Exercise directions:
Set every record down verbatim and omit the pictures.

Top of Task material

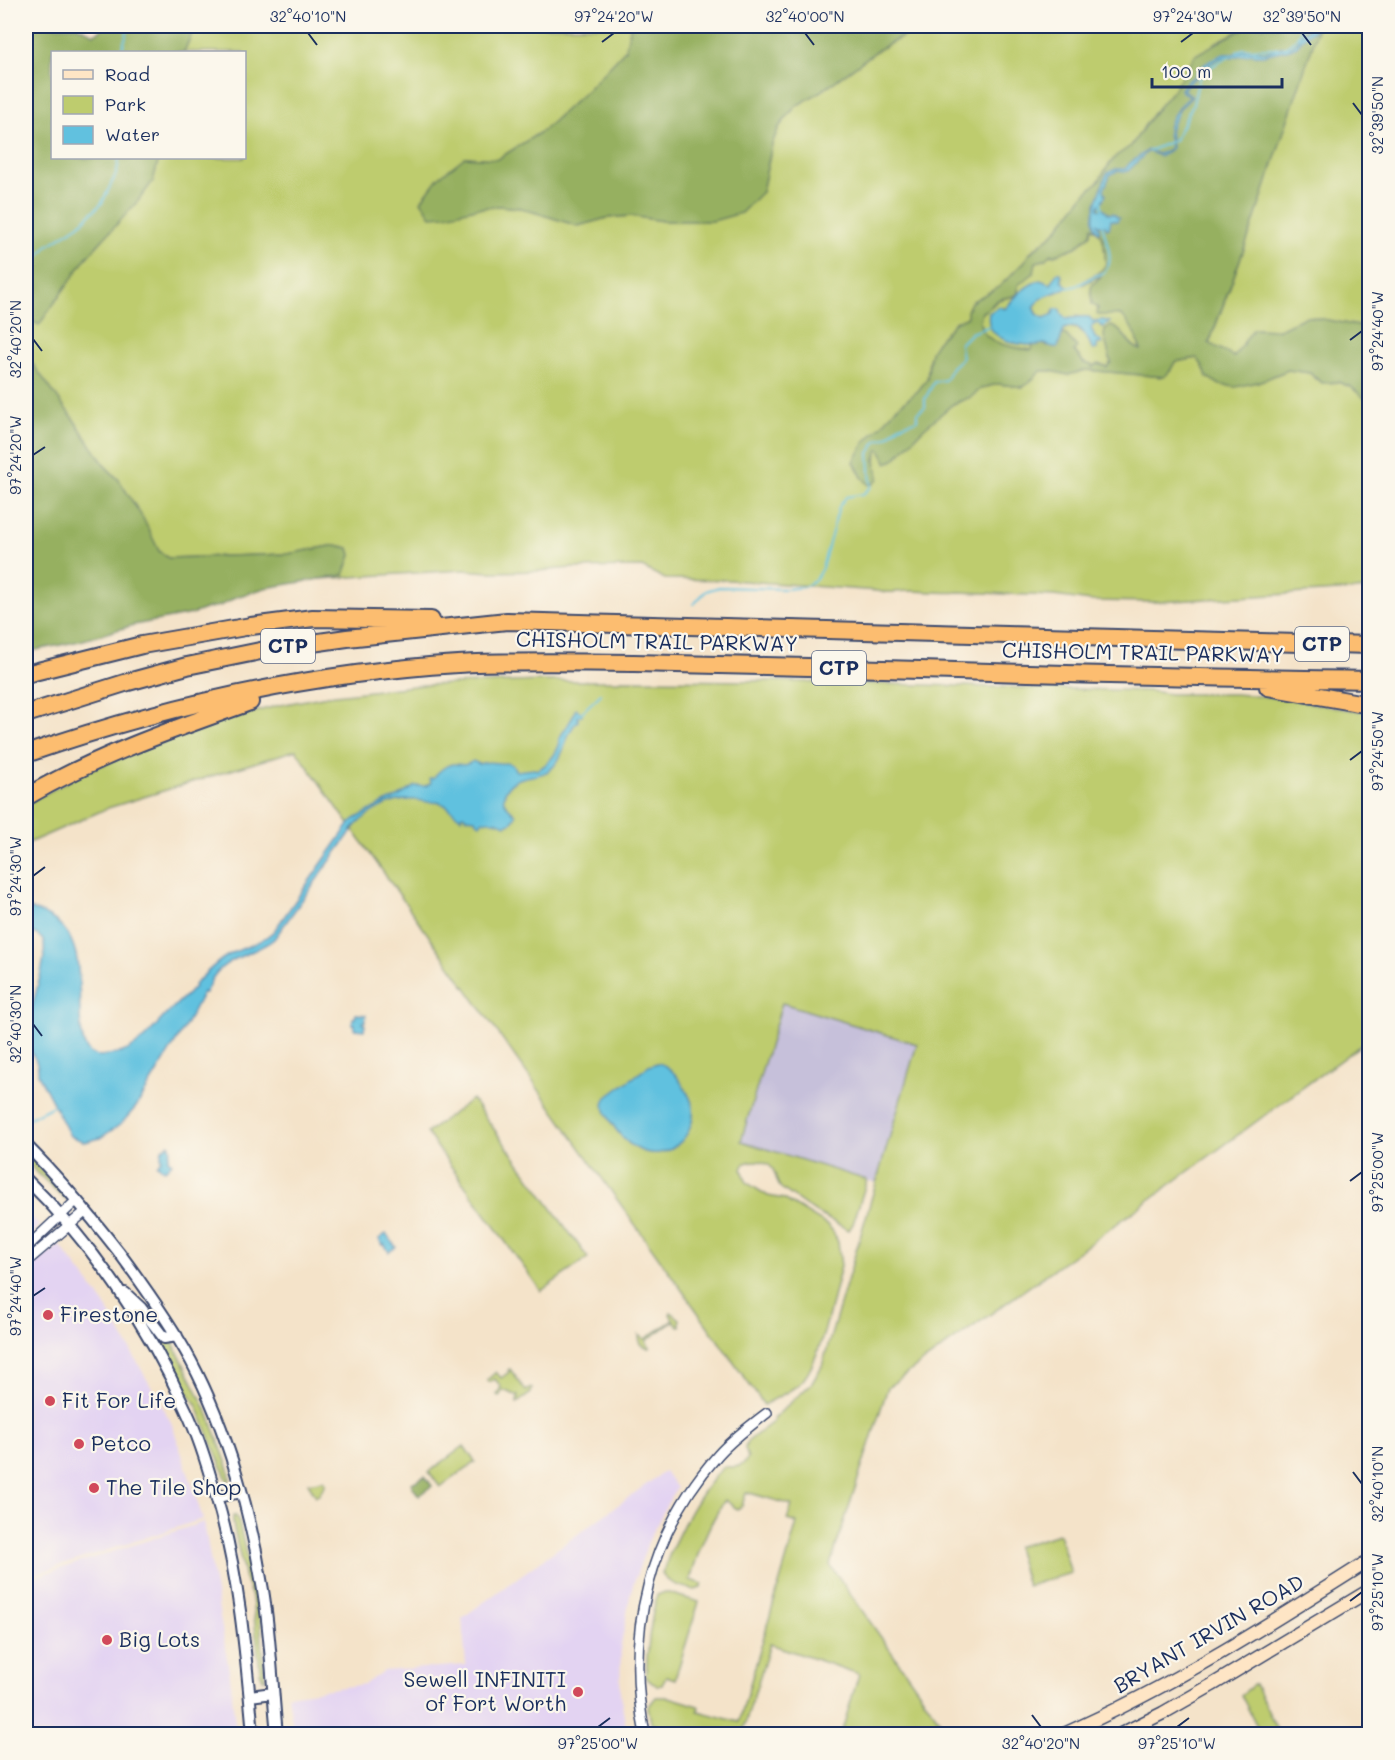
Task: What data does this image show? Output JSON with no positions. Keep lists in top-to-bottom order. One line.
{"streets":{"highway":["CHISHOLM TRAIL PARKWAY","CTP"],"main road":["BRYANT IRVIN ROAD"]},"places":["Firestone","Fit For Life","Petco","The Tile Shop","Big Lots","Sewell INFINITI of Fort Worth"],"legend":["Road","Park","Water"],"scale_bar":"100 m","coordinates":["32°40'10\"N","97°24'20\"W","32°40'00\"N","97°24'30\"W","32°39'50\"N","97°24'40\"W","32°40'20\"N","97°24'50\"W","32°40'30\"N","97°25'00\"W","97°25'10\"W"]}
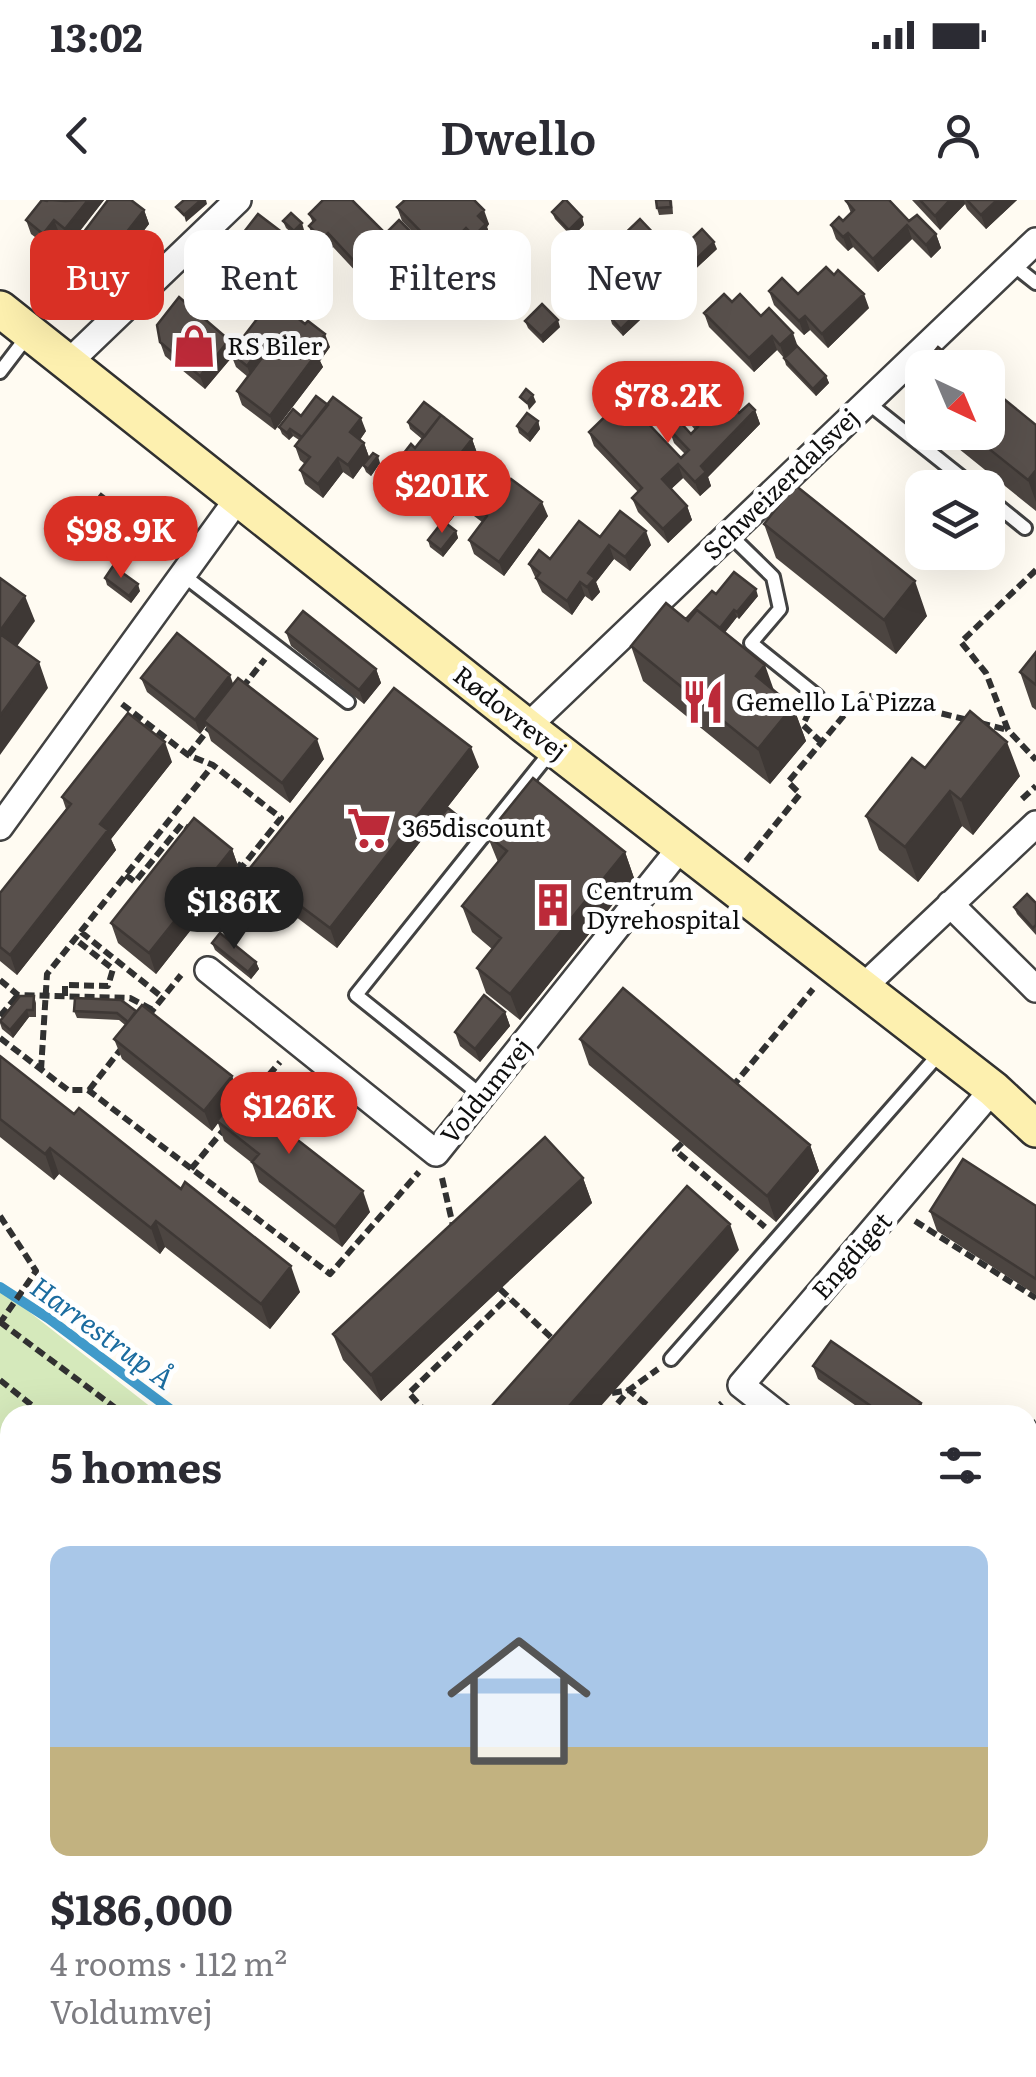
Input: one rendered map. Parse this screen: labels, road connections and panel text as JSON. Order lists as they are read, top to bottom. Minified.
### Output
{"streets":{"street":["Schweizerdalsvej","Rødovrevej","Voldumvej","Engdiget"]},"crossings":[["Schweizerdalsvej","Rødovrevej"],["Rødovrevej","Voldumvej"],["Rødovrevej","Engdiget"]],"water":["Harrestrup Å"],"places":{"shop":["RS Biler"],"restaurant":["Gemello La Pizza"],"supermarket":["365discount"],"building":["Centrum Dyrehospital"]},"north":"bottom right","page":{"status":"13:02","header":"Dwello","chip":["Buy","Rent","Filters","New"],"price":["$78.2K","$201K","$98.9K","$186K","$126K"],"heading":"5 homes","list":[{"name":"$186,000","note":"4 rooms · 112 m² · Voldumvej"}]}}
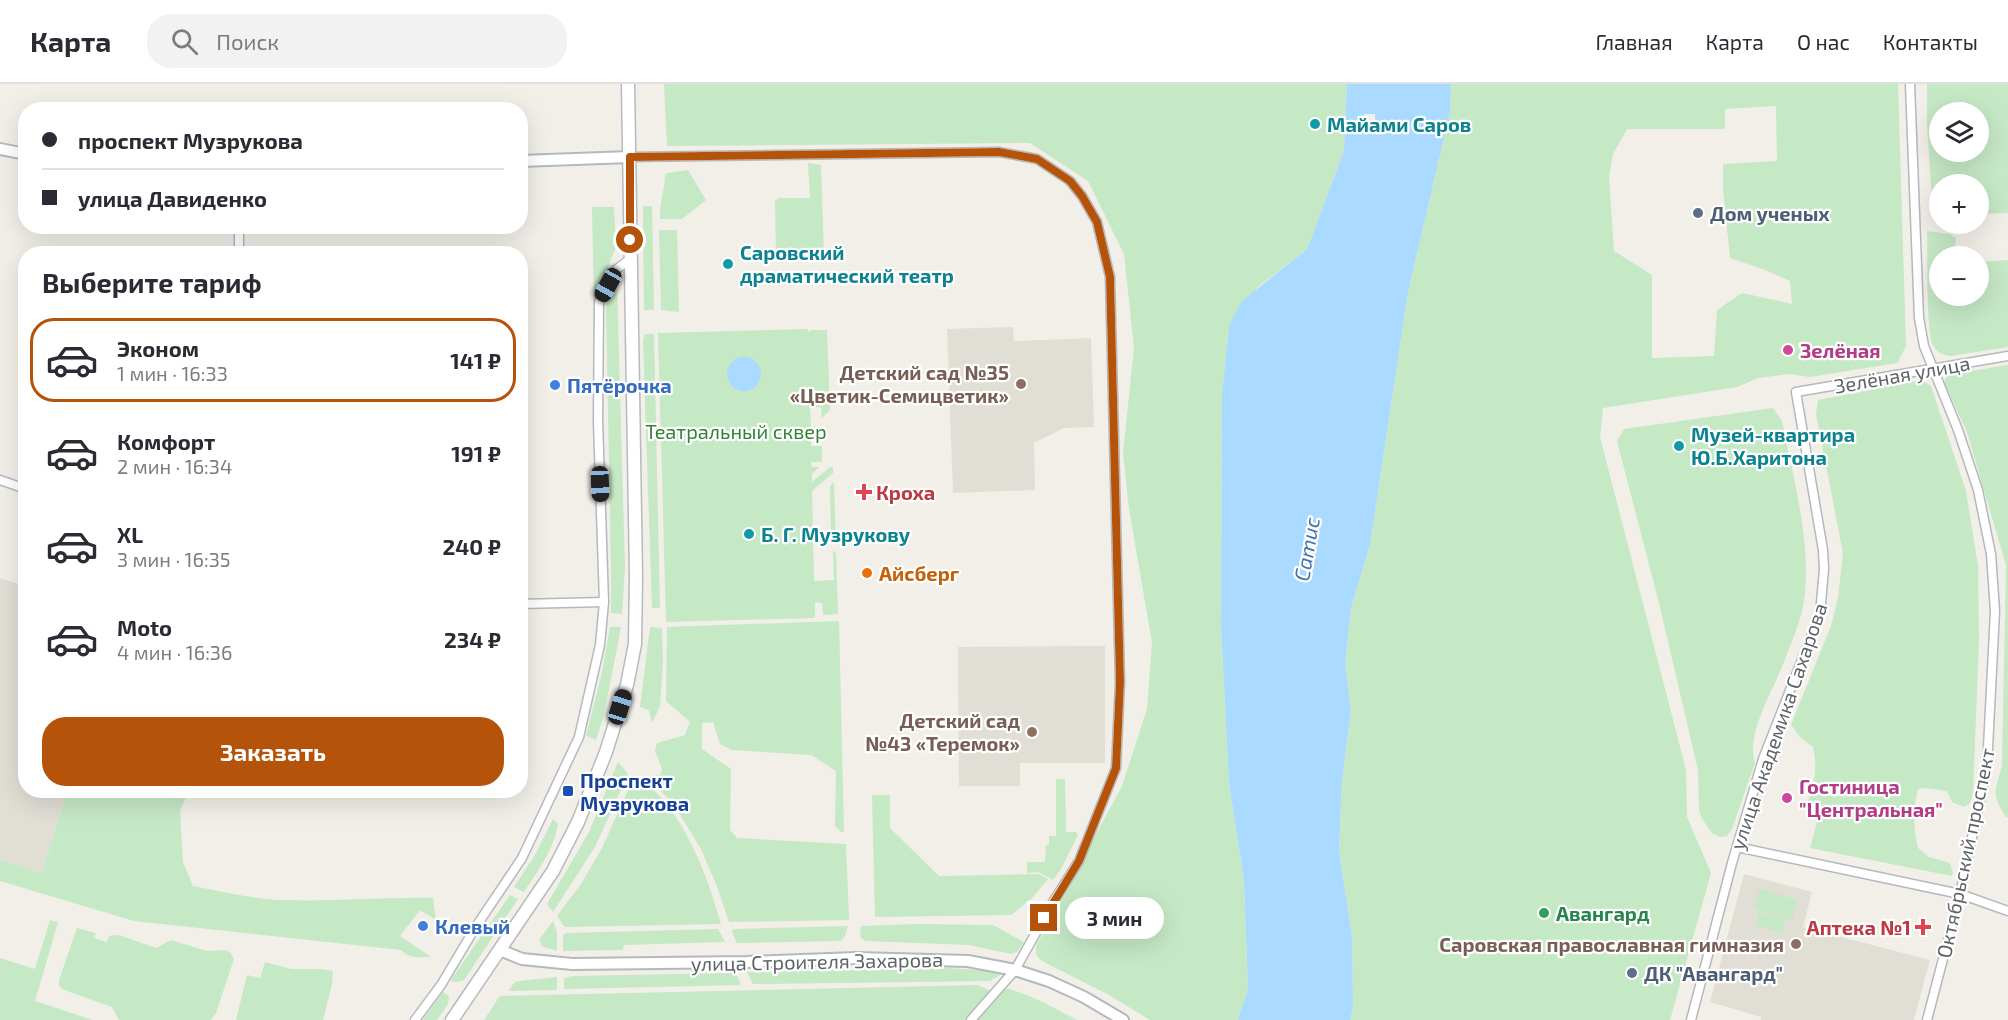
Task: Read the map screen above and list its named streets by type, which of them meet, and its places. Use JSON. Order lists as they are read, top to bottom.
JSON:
{
  "streets": {
    "street": [
      "Зелёная улица",
      "улица Академика Сахарова",
      "Октябрьский проспект",
      "улица Строителя Захарова"
    ]
  },
  "crossings": [
    ["Зелёная улица", "улица Академика Сахарова"],
    ["Зелёная улица", "Октябрьский проспект"]
  ],
  "water": ["Сатис"],
  "parks": ["Театральный сквер"],
  "places": {
    "other": [
      "Майами Саров",
      "Дом ученых",
      "Саровский драматический театр",
      "Зелёная",
      "Детский сад №35 «Цветик-Семицветик»",
      "Пятёрочка",
      "Музей-квартира Ю.Б.Харитона",
      "Б. Г. Музрукову",
      "Айсберг",
      "Детский сад №43 «Теремок»",
      "Гостиница \"Центральная\"",
      "Авангард",
      "Клевый",
      "Саровская православная гимназия",
      "ДК \"Авангард\""
    ],
    "health": ["Кроха", "Аптека №1"],
    "transit": ["Проспект Музрукова"]
  },
  "page": {
    "header": "Карта",
    "search": "Поиск",
    "nav": [
      "Главная",
      "Карта",
      "О нас",
      "Контакты"
    ],
    "map_buttons": ["+", "−"],
    "banner": ["проспект Музрукова", "улица Давиденко"],
    "heading": "Выберите тариф",
    "list": [
      {
        "name": "Эконом",
        "note": "1 мин · 16:33",
        "value": "141 ₽"
      },
      {
        "name": "Комфорт",
        "note": "2 мин · 16:34",
        "value": "191 ₽"
      },
      {
        "name": "XL",
        "note": "3 мин · 16:35",
        "value": "240 ₽"
      },
      {
        "name": "Moto",
        "note": "4 мин · 16:36",
        "value": "234 ₽"
      }
    ],
    "buttons": "Заказать",
    "bubble": "3 мин"
  }
}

Bottom of Task material

Exercise result:
Task: What data does this image show? Output JSON with no positions. Keep lists in top-to-bottom order. One line.
{"streets":{"highway":["CHISHOLM TRAIL PARKWAY","CTP"],"main road":["BRYANT IRVIN ROAD"]},"places":["Firestone","Fit For Life","Petco","The Tile Shop","Big Lots","Sewell INFINITI of Fort Worth"],"legend":["Road","Park","Water"],"scale_bar":"100 m","coordinates":["32°40'10\"N","97°24'20\"W","32°40'00\"N","97°24'30\"W","32°39'50\"N","97°24'40\"W","32°40'20\"N","97°24'50\"W","32°40'30\"N","97°25'00\"W","97°25'10\"W"]}
Input: one rendered map. Parse this screen: labels, road connections and panel text as JSON. Order lists as they are read, top to bottom. Minified.
### Output
{"streets":{"street":["Schweizerdalsvej","Rødovrevej","Voldumvej","Engdiget"]},"crossings":[["Schweizerdalsvej","Rødovrevej"],["Rødovrevej","Voldumvej"],["Rødovrevej","Engdiget"]],"water":["Harrestrup Å"],"places":{"shop":["RS Biler"],"restaurant":["Gemello La Pizza"],"supermarket":["365discount"],"building":["Centrum Dyrehospital"]},"north":"bottom right","page":{"status":"13:02","header":"Dwello","chip":["Buy","Rent","Filters","New"],"price":["$78.2K","$201K","$98.9K","$186K","$126K"],"heading":"5 homes","list":[{"name":"$186,000","note":"4 rooms · 112 m² · Voldumvej"}]}}
Task: Read the map screen above and list its named streets by type, which of them meet, and its places. Use JSON. Order lists as they are read, top to bottom.
JSON:
{
  "streets": {
    "street": [
      "Зелёная улица",
      "улица Академика Сахарова",
      "Октябрьский проспект",
      "улица Строителя Захарова"
    ]
  },
  "crossings": [
    ["Зелёная улица", "улица Академика Сахарова"],
    ["Зелёная улица", "Октябрьский проспект"]
  ],
  "water": ["Сатис"],
  "parks": ["Театральный сквер"],
  "places": {
    "other": [
      "Майами Саров",
      "Дом ученых",
      "Саровский драматический театр",
      "Зелёная",
      "Детский сад №35 «Цветик-Семицветик»",
      "Пятёрочка",
      "Музей-квартира Ю.Б.Харитона",
      "Б. Г. Музрукову",
      "Айсберг",
      "Детский сад №43 «Теремок»",
      "Гостиница \"Центральная\"",
      "Авангард",
      "Клевый",
      "Саровская православная гимназия",
      "ДК \"Авангард\""
    ],
    "health": ["Кроха", "Аптека №1"],
    "transit": ["Проспект Музрукова"]
  },
  "page": {
    "header": "Карта",
    "search": "Поиск",
    "nav": [
      "Главная",
      "Карта",
      "О нас",
      "Контакты"
    ],
    "map_buttons": ["+", "−"],
    "banner": ["проспект Музрукова", "улица Давиденко"],
    "heading": "Выберите тариф",
    "list": [
      {
        "name": "Эконом",
        "note": "1 мин · 16:33",
        "value": "141 ₽"
      },
      {
        "name": "Комфорт",
        "note": "2 мин · 16:34",
        "value": "191 ₽"
      },
      {
        "name": "XL",
        "note": "3 мин · 16:35",
        "value": "240 ₽"
      },
      {
        "name": "Moto",
        "note": "4 мин · 16:36",
        "value": "234 ₽"
      }
    ],
    "buttons": "Заказать",
    "bubble": "3 мин"
  }
}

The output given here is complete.